GÜNLÜK 22 MİLYON METRE KÜP SU VE 22 TON KLOR KULLANILACAK!
Akkuyu NGS için Akdeniz’den bir günde çekilecek deniz suyu miktarı 22 milyon metreküp olduğunu belirten Ersoy, “Buna karşı kullanılacak olan toz klor miktarı ise 22 ton kabul edilmiştir.

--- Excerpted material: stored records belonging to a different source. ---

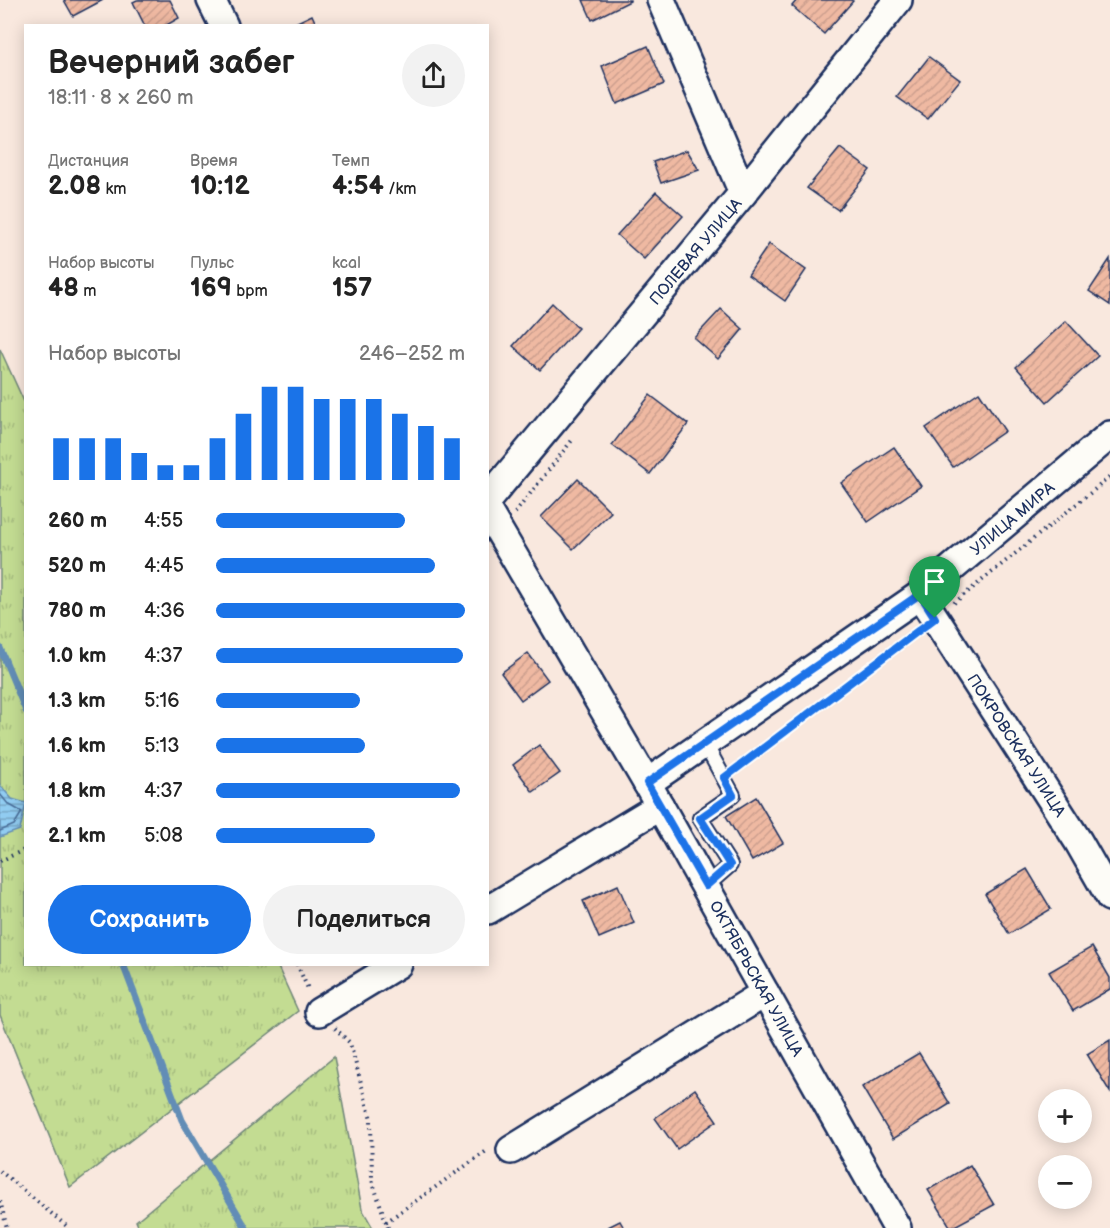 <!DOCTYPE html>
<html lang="ru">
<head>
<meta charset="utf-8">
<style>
	:root { --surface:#fff; --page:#f2f2f2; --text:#222; --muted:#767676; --accent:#1a73e8 }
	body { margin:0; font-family:"Balsamiq Sans",sans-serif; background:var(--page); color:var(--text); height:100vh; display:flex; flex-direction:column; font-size:22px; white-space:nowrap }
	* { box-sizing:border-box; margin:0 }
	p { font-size:20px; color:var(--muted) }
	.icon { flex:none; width:33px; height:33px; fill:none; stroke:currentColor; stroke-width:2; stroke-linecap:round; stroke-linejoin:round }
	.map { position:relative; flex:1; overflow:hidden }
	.panel { position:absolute; left:24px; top:24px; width:465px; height:942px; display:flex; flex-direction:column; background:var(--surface); border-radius:0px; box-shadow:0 3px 15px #0003 }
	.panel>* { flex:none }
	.controls { position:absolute; left:1038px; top:1089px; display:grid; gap:12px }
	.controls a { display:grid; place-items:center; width:54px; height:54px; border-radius:50%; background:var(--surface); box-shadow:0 3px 15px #0003; font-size:30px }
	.pin { position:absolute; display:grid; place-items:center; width:51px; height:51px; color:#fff; margin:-62px -26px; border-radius:50% 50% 50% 0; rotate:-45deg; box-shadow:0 0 6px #0007 }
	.pin .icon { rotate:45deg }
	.round { display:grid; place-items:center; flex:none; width:63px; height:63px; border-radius:32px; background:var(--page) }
	.overview { display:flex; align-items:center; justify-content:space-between; height:102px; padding:0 24px }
	h1 { font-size:33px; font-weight:700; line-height:45px }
	.figures { display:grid; grid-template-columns:repeat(3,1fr); gap:9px; height:102px; padding:6px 24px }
	.figures div { display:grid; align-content:center }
	.figures b { font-size:26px; font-weight:700 }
	.figures small { font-size:16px; font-weight:400 }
	.figures p { font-size:16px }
	.chart { height:168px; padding:12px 24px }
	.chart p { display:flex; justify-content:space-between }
	.chart svg { width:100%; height:108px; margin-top:6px; stroke:var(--accent); stroke-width:6 }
	.primary-button { display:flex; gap:12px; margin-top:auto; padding:12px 24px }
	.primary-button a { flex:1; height:69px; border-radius:36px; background:var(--accent); color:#fff; font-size:24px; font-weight:700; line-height:69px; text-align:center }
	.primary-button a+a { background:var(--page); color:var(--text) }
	ul { padding:0 24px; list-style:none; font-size:20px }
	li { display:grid; grid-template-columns:96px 72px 1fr; align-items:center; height:45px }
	li i { height:15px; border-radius:8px; background:var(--accent) }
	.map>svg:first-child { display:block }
</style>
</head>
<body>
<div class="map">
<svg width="1110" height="1228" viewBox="0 0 1110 1228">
	<defs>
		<pattern id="grass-tufts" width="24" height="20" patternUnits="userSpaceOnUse" patternTransform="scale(1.5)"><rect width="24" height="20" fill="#c3dc92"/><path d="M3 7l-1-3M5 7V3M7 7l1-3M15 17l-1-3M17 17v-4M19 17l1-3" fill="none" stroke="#a7bd80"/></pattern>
		<pattern id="water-rules" width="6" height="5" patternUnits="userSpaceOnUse" patternTransform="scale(1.5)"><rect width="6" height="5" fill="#91ccf1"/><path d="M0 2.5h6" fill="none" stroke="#76a6c6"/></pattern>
		<pattern id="building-hatch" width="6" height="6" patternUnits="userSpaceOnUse" patternTransform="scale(1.5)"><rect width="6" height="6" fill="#efb9a2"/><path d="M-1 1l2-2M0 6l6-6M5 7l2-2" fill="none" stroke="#cc9f8e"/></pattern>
	</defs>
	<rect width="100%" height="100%" fill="#f9e8de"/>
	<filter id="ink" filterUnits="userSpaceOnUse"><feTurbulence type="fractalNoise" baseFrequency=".0167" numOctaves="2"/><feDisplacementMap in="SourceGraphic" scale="12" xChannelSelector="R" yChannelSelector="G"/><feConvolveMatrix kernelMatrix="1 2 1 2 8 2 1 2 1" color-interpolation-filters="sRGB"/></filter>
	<g filter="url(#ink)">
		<g fill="url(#grass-tufts)" stroke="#6f8678" stroke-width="1.5">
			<path d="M0,349l26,57v558l251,1 21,46 -228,176 -70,-172z"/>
			<path d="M334,1057l28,152 11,19h-234l-3,-7z"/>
		</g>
		<path fill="url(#water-rules)" stroke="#628db6" stroke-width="1.5" d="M0,785l12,14 14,4 -6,27 -20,7z"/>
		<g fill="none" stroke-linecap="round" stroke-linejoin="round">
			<path stroke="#4a6e99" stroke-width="1.5" d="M0,794l8,10 14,8 -8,13 -14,6"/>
			<g stroke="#628db6" stroke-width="7">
				<path d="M0,648l26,63"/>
				<path d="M123,964l59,156 64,108"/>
			</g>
		</g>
		<g fill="url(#building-hatch)" stroke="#1b2f5e" stroke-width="1.5">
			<path d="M64,0h39l-30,16z"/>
			<path d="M137,0h33l9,18 -14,8h-20l-12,-24z"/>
			<path d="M583,0h47v1l-38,19z"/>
			<path d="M797,0h54l2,1 -29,33 -32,-28z"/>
			<path d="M312,15l5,11h-28z"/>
			<path d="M648,46l16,38 -47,20 -15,-38z"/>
			<path d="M929,57l31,23 -32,39 -31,-22z"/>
			<path d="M840,148l30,22 -32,40 -31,-22z"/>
			<path d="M687,150l12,20 -38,13 -8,-21z"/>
			<path d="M656,192l27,24 -39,43 -27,-24z"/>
			<path d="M769,244l37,26 -21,31 -37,-26z"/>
			<path d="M1110,259v46l-21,-14z"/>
			<path d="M552,303l26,25 -38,42 -27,-24z"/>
			<path d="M721,309l22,20 -25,30 -24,-21z"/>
			<path d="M1066,321l32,35 -51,46 -31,-35z"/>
			<path d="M979,392l26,39 -52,36 -27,-39z"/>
			<path d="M650,395l38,29 -38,50 -38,-29z"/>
			<path d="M894,447l27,39 -53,36 -27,-39z"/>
			<path d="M578,479l33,33 -38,37 -32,-32z"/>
			<path d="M528,653l20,27 -27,20 -20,-27z"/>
			<path d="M539,745l21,28 -27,19 -20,-27z"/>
			<path d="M756,797l27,46 -31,18 -26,-45z"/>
			<path d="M1027,869l24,40 -42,25 -24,-40z"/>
			<path d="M618,885l16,38 -35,15 -16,-37z"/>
			<path d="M1092,947l18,31v11l-37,22 -24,-39z"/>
			<path d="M1110,1040v52l-23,-38z"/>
			<path d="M919,1053l31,51 -57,35 -31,-52z"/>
			<path d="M695,1089l22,32 -40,28 -22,-31z"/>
			<path d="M970,1165l24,40 -43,23 -23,-38z"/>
			<path d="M620,1221l4,7h-18z"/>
		</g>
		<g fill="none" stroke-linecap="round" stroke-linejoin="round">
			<g stroke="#1b2f5e" stroke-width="18">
				<path id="lane" d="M705,744l28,51 -33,23 30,47 -24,21"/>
			</g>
			<g stroke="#1b2f5e" stroke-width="32">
				<g id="street">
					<path d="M211,0l13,26"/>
					<path d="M661,0l82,193"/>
					<path d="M488,499l255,-306 155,-193"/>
					<path d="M488,512l159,271 250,445"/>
					<path d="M920,595l158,246 32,56"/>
					<path d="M647,783l273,-188 190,-160"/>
					<path d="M488,910l172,-104"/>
					<path d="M319,1012l79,-48"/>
					<path d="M511,1150l254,-157"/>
				</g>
			</g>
			<g stroke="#1b2f5e" stroke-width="4" stroke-dasharray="1.5 4.5" stroke-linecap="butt">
				<path d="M515,513l58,-74"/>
				<path d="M954,603l156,-126"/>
				<path d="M737,768l180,-137"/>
				<path d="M0,861l26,-12"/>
				<path d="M297,964l12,27"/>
				<path d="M335,1028l15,15 21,76 1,61 16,48"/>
				<path d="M0,1171l69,57"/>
				<path d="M0,1201l7,27"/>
				<path d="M386,1222l102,-72"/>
			</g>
			<use href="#lane" stroke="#fdfcf7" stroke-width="14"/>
			<use href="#street" stroke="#fdfcf7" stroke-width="27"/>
		</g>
	</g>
	<g fill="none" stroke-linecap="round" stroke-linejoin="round" filter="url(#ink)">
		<g stroke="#fff" stroke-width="12">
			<path id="route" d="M920,594l15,24 -211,160 9,17 -33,23 30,47 -24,21 -59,-103z"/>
		</g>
		<use href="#route" stroke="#1a73e8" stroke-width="8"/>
	</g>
	<g text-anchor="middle" stroke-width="4.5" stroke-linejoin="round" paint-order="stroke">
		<g font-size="16" fill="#1b2f5e" stroke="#fdfcf7">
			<text transform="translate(695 251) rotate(-50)" y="6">ПОЛЕВАЯ УЛИЦА</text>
			<text transform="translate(1012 518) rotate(-40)" y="6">УЛИЦА МИРА</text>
			<text transform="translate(1017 745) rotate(57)" y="6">ПОКРОВСКАЯ УЛИЦА</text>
			<text transform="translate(757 978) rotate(61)" y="6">ОКТЯБРЬСКАЯ УЛИЦА</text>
		</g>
	</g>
</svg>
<div class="controls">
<a>+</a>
<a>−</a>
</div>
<div class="pin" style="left:935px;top:618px;background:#1e9e55"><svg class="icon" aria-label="arrive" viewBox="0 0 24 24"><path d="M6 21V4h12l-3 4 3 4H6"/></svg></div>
<section class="panel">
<div class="overview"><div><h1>Вечерний забег</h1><p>18:11 · 8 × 260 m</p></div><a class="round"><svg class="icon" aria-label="share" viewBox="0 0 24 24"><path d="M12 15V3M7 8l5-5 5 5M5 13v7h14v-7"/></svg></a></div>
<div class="figures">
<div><p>Дистанция</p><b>2.08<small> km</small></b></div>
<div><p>Время</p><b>10:12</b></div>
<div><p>Темп</p><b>4:54<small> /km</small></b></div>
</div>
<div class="figures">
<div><p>Набор высоты</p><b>48<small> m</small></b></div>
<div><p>Пульс</p><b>169<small> bpm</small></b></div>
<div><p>kcal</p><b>157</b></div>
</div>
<div class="chart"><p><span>Набор высоты</span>246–252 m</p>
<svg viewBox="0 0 160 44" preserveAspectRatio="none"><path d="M5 44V27M15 44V27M25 44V27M35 44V33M45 44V38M55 44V38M65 44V27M75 44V17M85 44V6M95 44V6M105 44V11M115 44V11M125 44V11M135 44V17M145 44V22M155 44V27"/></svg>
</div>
<ul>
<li><b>260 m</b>4:55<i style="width:76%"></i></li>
<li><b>520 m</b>4:45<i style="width:88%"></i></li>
<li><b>780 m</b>4:36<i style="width:100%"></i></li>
<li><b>1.0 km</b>4:37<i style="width:99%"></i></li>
<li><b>1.3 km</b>5:16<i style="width:58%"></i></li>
<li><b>1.6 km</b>5:13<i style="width:60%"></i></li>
<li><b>1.8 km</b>4:37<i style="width:98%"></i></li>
<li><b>2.1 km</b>5:08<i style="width:64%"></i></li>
</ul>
<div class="primary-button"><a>Сохранить</a><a>Поделиться</a></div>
</section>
</div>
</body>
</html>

Çekilecek deniz suyu miktarındaki artış zorunlu olarak kullanılacak klor miktarını da artıracaktır. Sonuç olarak Klorun dezenfeksiyon etkisi sonucunda ortaya çıkacak kanserojen etkisi bilinen metabolitlerin deniz ekosistemine vereceği zarar da artacaktır” sözlerine yer verdi.
‘BÜTÜN AKDENİZ EKOSİSTEMİ TEHDİT ALTINDADIR’
Sorunun sadece deniz ekosisteminin bozulmasının olmadığını belirten Ersoy, “Deniz canlılarını tüketen insanlarda da öngörülemez sağlık sorunları oluşturacaktır. Bu sorunlar sadece Ulusal sınırlarımız içinde değil, Doğu Akdeniz Baseni akıntısının devam ettiği her sahilde kendisini gösterecektir. Sırf birkaç azgın kapitalist şirket kar elde edecek diye milyonlarca insan ve sayamayacağımız kadar canlı türü ve bütün Akdeniz ekosistemi tehdit altındadır. Bugün Akkuyu NGS’nin 4. Ünitesinin temel atma töreninde Bakanlar ve Devlet erkanı, göğüslerini kabartarak boy gösterdi. Ne Adına? Kim için? Ne için? Açıkça ifade edeyim ki, kendimi büyük büyük açılışlarda sıkça gördüğümüz kurbanlık koyunlara benzettim.